ITEM 3.SOURCE AND AMOUNT OF FUNDS OR OTHER CONSIDERATION.

 

This statement relates to Shares in the Issuer that the Reporting Person has the right to acquire in sixty days. These securities in the Issuer are described as follows:

 

Common Stock in the Issuer totaling 27,200,000.

 

On August 1, 2018, the Company and Mr. Holtermann entered into an Employment Agreement. The Employment Agreement is for a term of 6 years, and provided for the Company to issue to Mr. Holtermann 20,000,000 shares of the Company’s common stock.

 

On July 26, 2018, the Company and iCrowdU Inc. represented by Mr. Holtermann entered into an Investment Agreement. Mr. Holtermann has the right to 70% of the consideration under the agreement. The Investment Agreement for the purchase of a portion of his shares in iCrowdU Inc. provided for the Company to issue to Mr. Holtermann 5,600,000 shares of the Company’s common stock.

 

On May 9, 2018, the Company and Mr. Holtermann entered into a Consultant Agreement. The Consultant Agreement is for a term of 3 years, and provided for the Company to issue to Mr.
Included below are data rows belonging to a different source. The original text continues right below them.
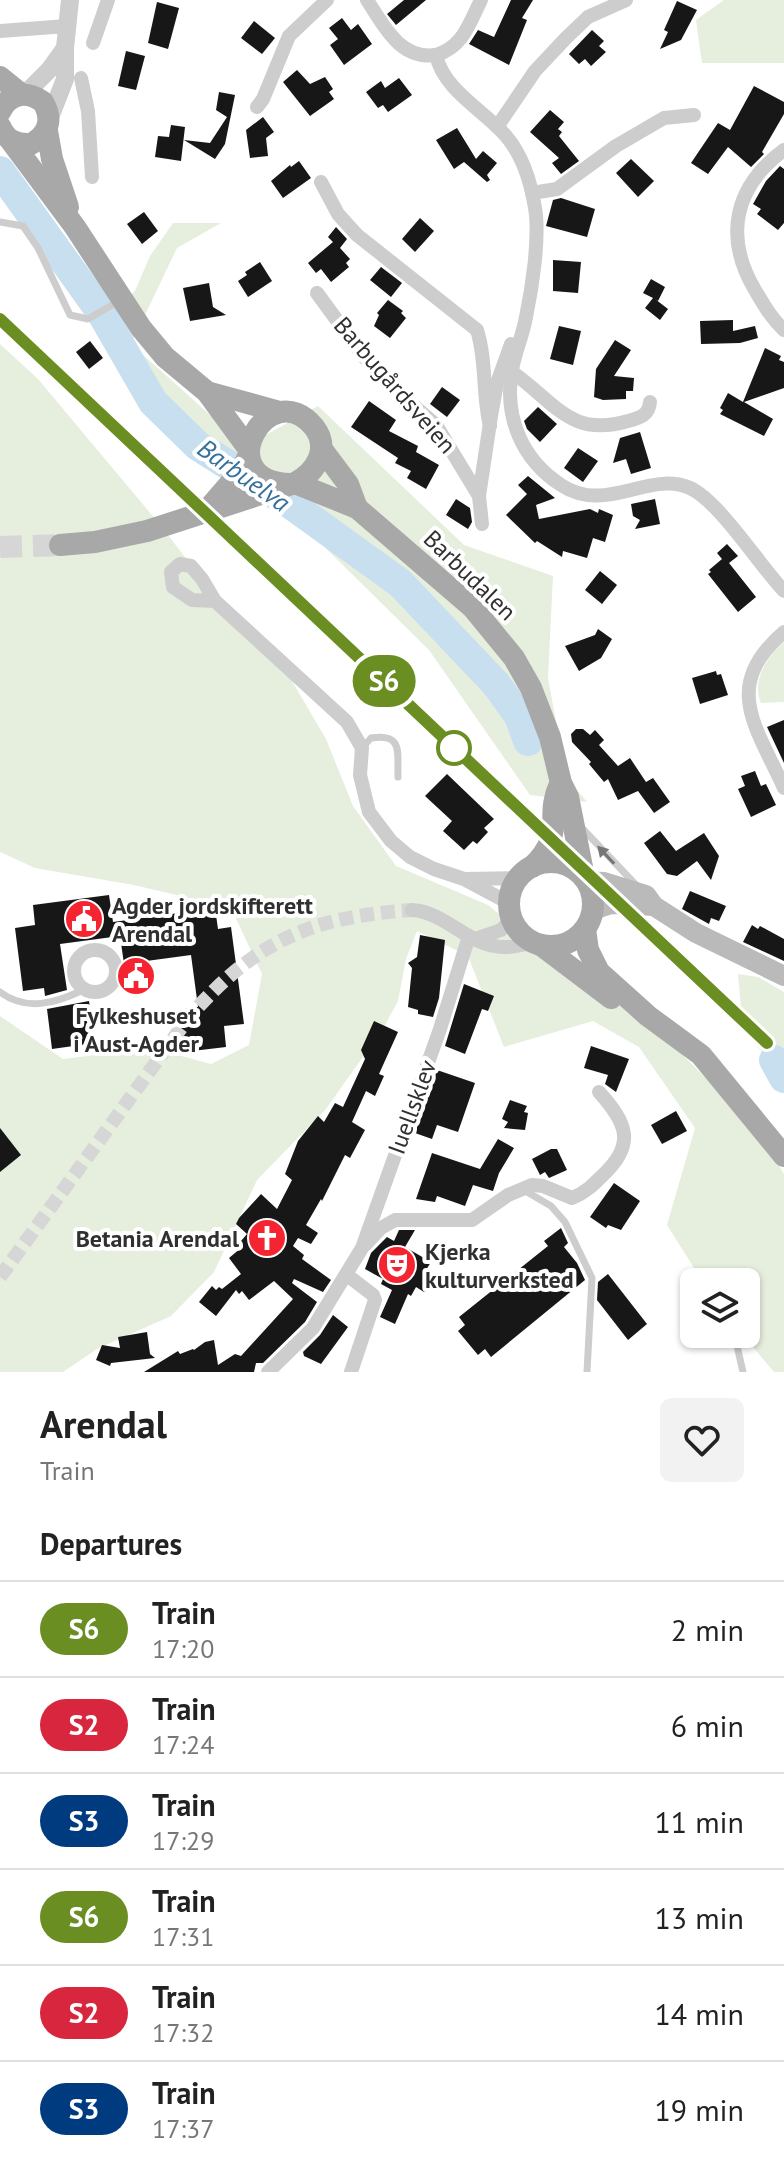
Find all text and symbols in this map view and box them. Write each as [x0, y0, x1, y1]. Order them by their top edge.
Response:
street label: Barbugårdsveien [327, 310, 463, 460]
water label: Barbuelva [191, 431, 297, 519]
street label: Barbudalen [417, 523, 523, 627]
line badge: S6 [348, 655, 420, 707]
text: S6 [369, 662, 399, 699]
unlabelled marker [437, 731, 471, 765]
one-way arrow [598, 846, 616, 865]
place label: Agder jordskifterett Arendal [112, 890, 313, 949]
public building icon: Agder jordskifterett Arendal [63, 898, 105, 940]
public building icon: Fylkeshuset i Aust-Agder [115, 955, 157, 997]
place label: Fylkeshuset i Aust-Agder [73, 1000, 199, 1059]
street label: Iuellsklev [381, 1055, 443, 1158]
church icon: Betania Arendal [246, 1217, 288, 1259]
place label: Betania Arendal [76, 1223, 240, 1254]
place label: Kjerka kulturverksted [425, 1236, 574, 1295]
theatre icon: Kjerka kulturverksted [376, 1244, 418, 1286]
map controls [680, 1268, 760, 1348]
button: layers [680, 1268, 760, 1348]
button: heart [660, 1398, 744, 1482]
text: Arendal [40, 1399, 167, 1448]
text: Train [40, 1454, 95, 1487]
text: Departures [40, 1524, 182, 1563]
text: Train [152, 1593, 216, 1632]
text: S6 [69, 1610, 99, 1647]
text: 2 min [671, 1610, 744, 1649]
text: 17:20 [152, 1632, 214, 1665]
text: Train [152, 1689, 216, 1728]
text: S2 [69, 1706, 99, 1743]
text: 6 min [671, 1706, 744, 1745]
text: 17:24 [152, 1728, 214, 1761]
text: Train [152, 1785, 216, 1824]
text: S3 [69, 1802, 99, 1839]
text: 11 min [654, 1802, 744, 1841]
text: 17:29 [152, 1824, 214, 1857]
text: Train [152, 1881, 216, 1920]
text: S6 [69, 1898, 99, 1935]
text: 13 min [654, 1898, 744, 1937]
text: 17:31 [152, 1920, 214, 1953]
text: Train [152, 1977, 216, 2016]
text: S2 [69, 1994, 99, 2031]
text: 14 min [654, 1994, 744, 2033]
text: 17:32 [152, 2016, 214, 2049]
text: Train [152, 2073, 216, 2112]
text: S3 [69, 2090, 99, 2127]
text: 19 min [654, 2090, 744, 2129]
text: 17:37 [152, 2112, 214, 2145]

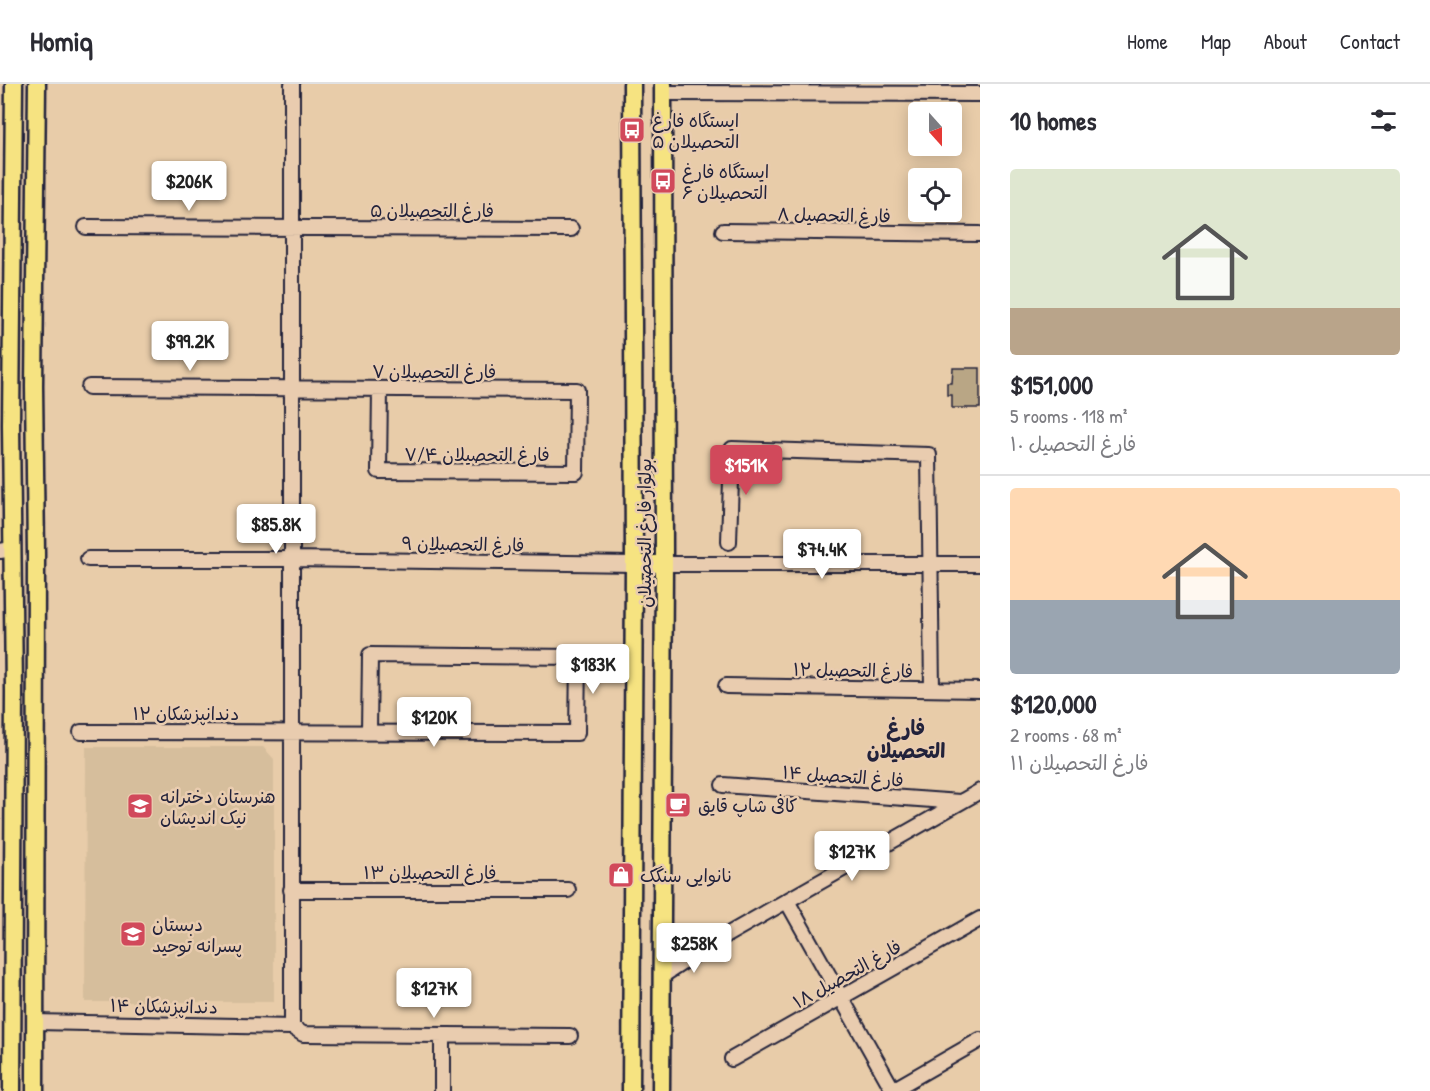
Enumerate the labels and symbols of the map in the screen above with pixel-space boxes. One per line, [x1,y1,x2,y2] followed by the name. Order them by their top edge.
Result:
[908,102,962,156] north arrow
[652,108,739,154] place label: ایستگاه فارغ التحصیلان ۵
[617,115,647,145] bus stop icon: ایستگاه فارغ التحصیلان ۵
[682,159,769,205] place label: ایستگاه فارغ التحصیلان ۶
[147,161,231,212] pin: $206K
[648,166,678,196] bus stop icon: ایستگاه فارغ التحصیلان ۶
[370,198,494,223] street label: فارغ التحصیلان ۵
[777,202,891,228] street label: فارغ التحصیل ۸
[141,321,239,372] pin: $99.2K
[372,359,496,384] street label: فارغ التحصیلان ۷
[404,442,550,467] street label: فارغ التحصیلان ۷/۴
[704,445,788,496] pin: $151K
[632,458,657,608] street label: بولوار فارغ التحصیلان
[227,504,325,555] pin: $85.8K
[773,529,871,580] pin: $74.4K
[401,530,525,558] street label: فارغ التحصیلان ۹
[551,644,635,695] pin: $183K
[793,656,913,684] street label: فارغ التحصیل ۱۲
[392,697,476,748] pin: $120K
[133,701,239,726] street label: دندانپزشکان ۱۲
[867,714,945,764] district label: فارغ التحصیلان
[782,759,904,793] street label: فارغ التحصیل ۱۴
[160,784,276,830] place label: هنرستان دخترانه نیک اندیشان
[663,790,693,820] cafe icon: کافی شاپ قایق
[125,791,155,821] school or university icon: هنرستان دخترانه نیک اندیشان
[698,793,798,818] place label: کافی شاپ قایق
[810,831,894,882] pin: $127K
[364,860,496,885] street label: فارغ التحصیلان ۱۳
[606,860,636,890] shop icon: نانوایی سنگک
[640,863,733,888] place label: نانوایی سنگک
[152,912,242,958] place label: دبستان پسرانه توحید
[118,919,148,949] school or university icon: دبستان پسرانه توحید
[652,923,736,974] pin: $258K
[788,934,906,1014] street label: فارغ التحصیل ۱۸
[392,968,476,1019] pin: $127K
[110,993,218,1019] street label: دندانپزشکان ۱۴

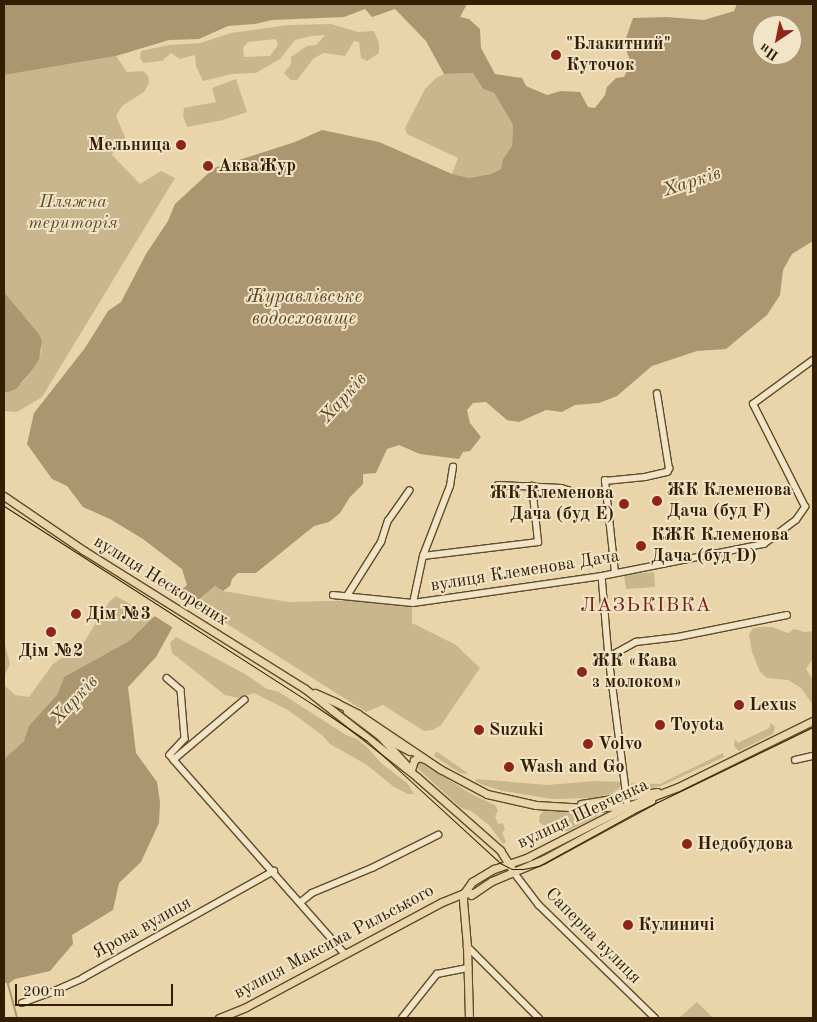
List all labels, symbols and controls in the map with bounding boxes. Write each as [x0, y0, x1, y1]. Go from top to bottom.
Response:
north arrow [752, 15, 802, 65]
place label: "Блакитний" Куточок [566, 34, 671, 76]
text: Пн [757, 40, 781, 63]
marker: "Блакитний" Куточок [550, 49, 562, 61]
place label: Мельница [88, 134, 171, 156]
marker: Мельница [175, 139, 187, 151]
place label: АкваЖур [218, 155, 296, 177]
marker: АкваЖур [202, 160, 214, 172]
water label: Харків [660, 163, 724, 203]
park label: Пляжна територія [28, 192, 118, 234]
water label: Журавлівське водосховище [246, 287, 362, 331]
water label: Харків [315, 369, 373, 429]
place label: ЖК Клеменова Дача (буд F) [667, 480, 792, 522]
place label: ЖК Клеменова Дача (буд Е) [489, 483, 614, 526]
marker: ЖК Клеменова Дача (буд F) [651, 495, 663, 507]
marker: ЖК Клеменова Дача (буд Е) [618, 498, 630, 510]
place label: КЖК Клеменова Дача (буд D) [651, 525, 789, 568]
street label: вулиця Нескорених [90, 531, 232, 631]
marker: КЖК Клеменова Дача (буд D) [635, 540, 647, 552]
street label: вулиця Клеменова Дача [429, 545, 621, 597]
district label: ЛАЗЬКІВКА [579, 594, 713, 618]
place label: Дім №3 [86, 603, 151, 625]
marker: Дім №3 [70, 608, 82, 620]
marker: Дім №2 [45, 626, 57, 638]
place label: Дім №2 [19, 640, 83, 662]
place label: ЖК «Кава з молоком» [592, 651, 682, 694]
marker: ЖК «Кава з молоком» [576, 666, 588, 678]
water label: Харків [46, 671, 104, 731]
place label: Lexus [749, 694, 797, 716]
marker: Lexus [733, 699, 745, 711]
place label: Toyota [670, 714, 724, 736]
place label: Suzuki [489, 719, 544, 741]
marker: Toyota [654, 719, 666, 731]
marker: Suzuki [473, 724, 485, 736]
place label: Volvo [598, 733, 642, 755]
marker: Volvo [582, 738, 594, 750]
place label: Wash and Go [519, 756, 625, 778]
marker: Wash and Go [503, 761, 515, 773]
street label: вулиця Шевченка [514, 774, 652, 854]
place label: Недобудова [697, 833, 793, 855]
marker: Недобудова [681, 838, 693, 850]
street label: вулиця Максима Рильського [230, 880, 438, 1004]
street label: Саперна вулиця [540, 883, 646, 989]
street label: Ярова вулиця [89, 892, 195, 964]
place label: Кулиничі [638, 914, 715, 936]
marker: Кулиничі [622, 919, 634, 931]
scale bar [18, 974, 175, 1006]
text: 200 m [23, 985, 65, 1000]

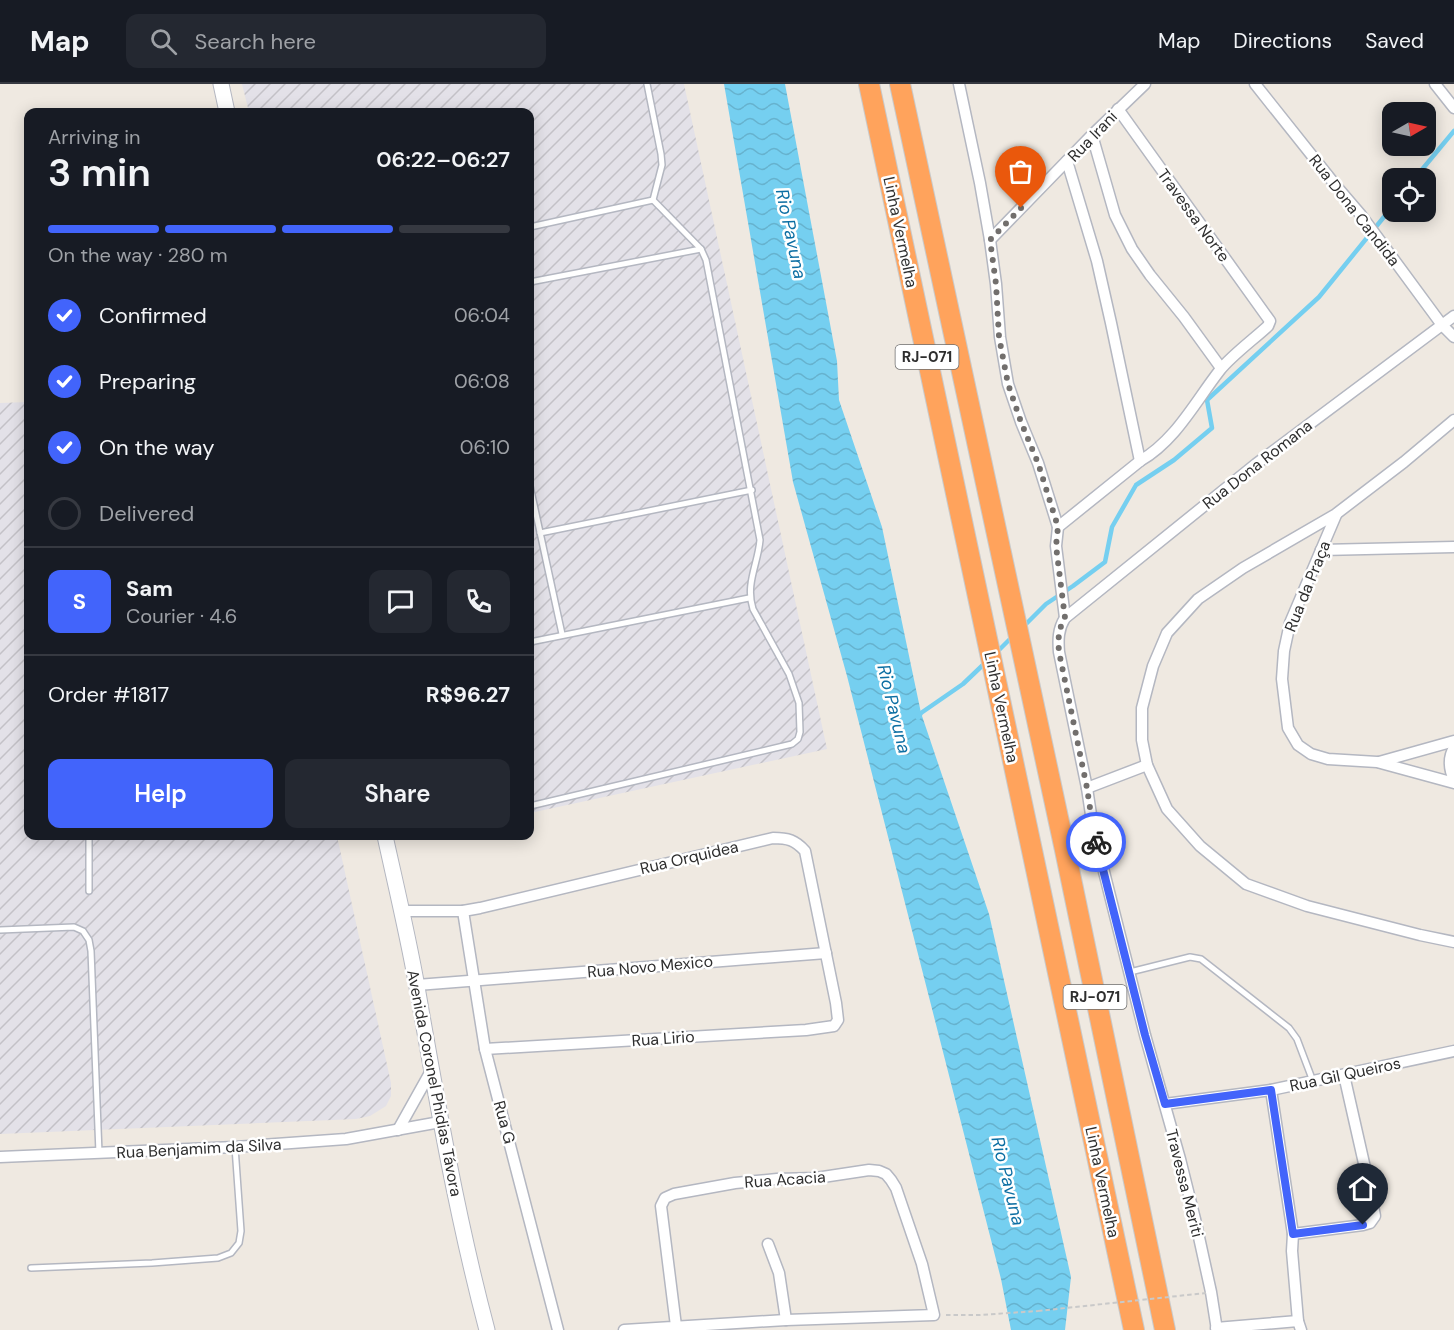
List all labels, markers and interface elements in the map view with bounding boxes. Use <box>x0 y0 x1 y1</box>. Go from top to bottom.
search box <box>126 14 546 68</box>
text: Map <box>30 23 90 60</box>
icon: search <box>147 25 180 58</box>
text: Search here <box>195 27 316 56</box>
text: Map <box>1158 27 1200 55</box>
text: Directions <box>1233 27 1332 55</box>
text: Saved <box>1365 27 1424 55</box>
north arrow <box>1382 102 1436 156</box>
map controls <box>1382 102 1436 222</box>
street label: Rua Irani <box>1063 106 1122 166</box>
text: Arriving in <box>48 124 140 150</box>
text: 06:22–06:27 <box>376 145 510 174</box>
pin <box>995 146 1046 208</box>
text: 3 min <box>48 147 151 198</box>
street label: Rua Dona Candida <box>1304 150 1405 270</box>
icon: bag <box>1004 155 1037 188</box>
street label: Travessa Norte <box>1153 165 1234 266</box>
button: locate <box>1382 168 1436 222</box>
street label: Linha Vermelha <box>878 175 923 290</box>
water label: Rio Pavuna <box>770 187 812 281</box>
text: On the way · 280 m <box>48 242 228 268</box>
icon: check <box>48 299 81 332</box>
text: Confirmed <box>99 301 207 330</box>
text: 06:04 <box>454 302 510 328</box>
road number: RJ-071 <box>896 345 958 369</box>
icon: check <box>48 365 81 398</box>
text: Preparing <box>99 367 196 396</box>
text: 06:08 <box>454 368 510 394</box>
street label: Rua Dona Romana <box>1198 415 1316 514</box>
icon: check <box>48 431 81 464</box>
text: On the way <box>99 433 214 462</box>
text: 06:10 <box>460 434 510 460</box>
text: Delivered <box>99 499 194 528</box>
street label: Rua da Praça <box>1280 538 1335 635</box>
button: chat <box>369 570 432 633</box>
button: phone <box>447 570 510 633</box>
text: Sam <box>126 574 173 603</box>
text: S <box>73 587 86 616</box>
text: Courier · 4.6 <box>126 603 237 629</box>
street label: Linha Vermelha <box>979 650 1024 765</box>
water label: Rio Pavuna <box>871 662 917 756</box>
text: Order #1817 <box>48 680 169 709</box>
text: R$96.27 <box>426 680 510 709</box>
button: Help <box>48 759 273 828</box>
button: Share <box>285 759 510 828</box>
courier <box>1066 812 1126 872</box>
icon: bike <box>1080 826 1113 859</box>
street label: Rua Orquidea <box>638 836 740 879</box>
street label: Rua Novo Mexico <box>586 951 714 982</box>
street label: Avenida Coronel Phidias Távora <box>402 968 467 1198</box>
road number: RJ-071 <box>1064 985 1126 1009</box>
street label: Rua Lirio <box>631 1026 695 1051</box>
street label: Rua Gil Queiros <box>1288 1052 1403 1097</box>
street label: Rua G <box>489 1098 520 1146</box>
street label: Linha Vermelha <box>1080 1125 1125 1240</box>
street label: Travessa Meriti <box>1161 1127 1208 1239</box>
street label: Rua Benjamim da Silva <box>116 1134 282 1163</box>
water label: Rio Pavuna <box>985 1134 1031 1228</box>
pin <box>1337 1163 1388 1225</box>
street label: Rua Acacia <box>744 1166 826 1193</box>
icon: home <box>1346 1172 1379 1205</box>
Holtermann 200,000 shares of the Company’s common stock.

 

On May 9, 2018, the Company and iCrowdU Inc. represented by Mr. Holtermann entered into an Investor Agreement. Mr. Holtermann has the right to 70% of the consideration under the agreement. The Investor Agreement for the purchase of a portion of his shares in iCrowdU Inc. provided for the Company to issue to Mr. Holtermann 1,400,000 shares of the Company’s common stock.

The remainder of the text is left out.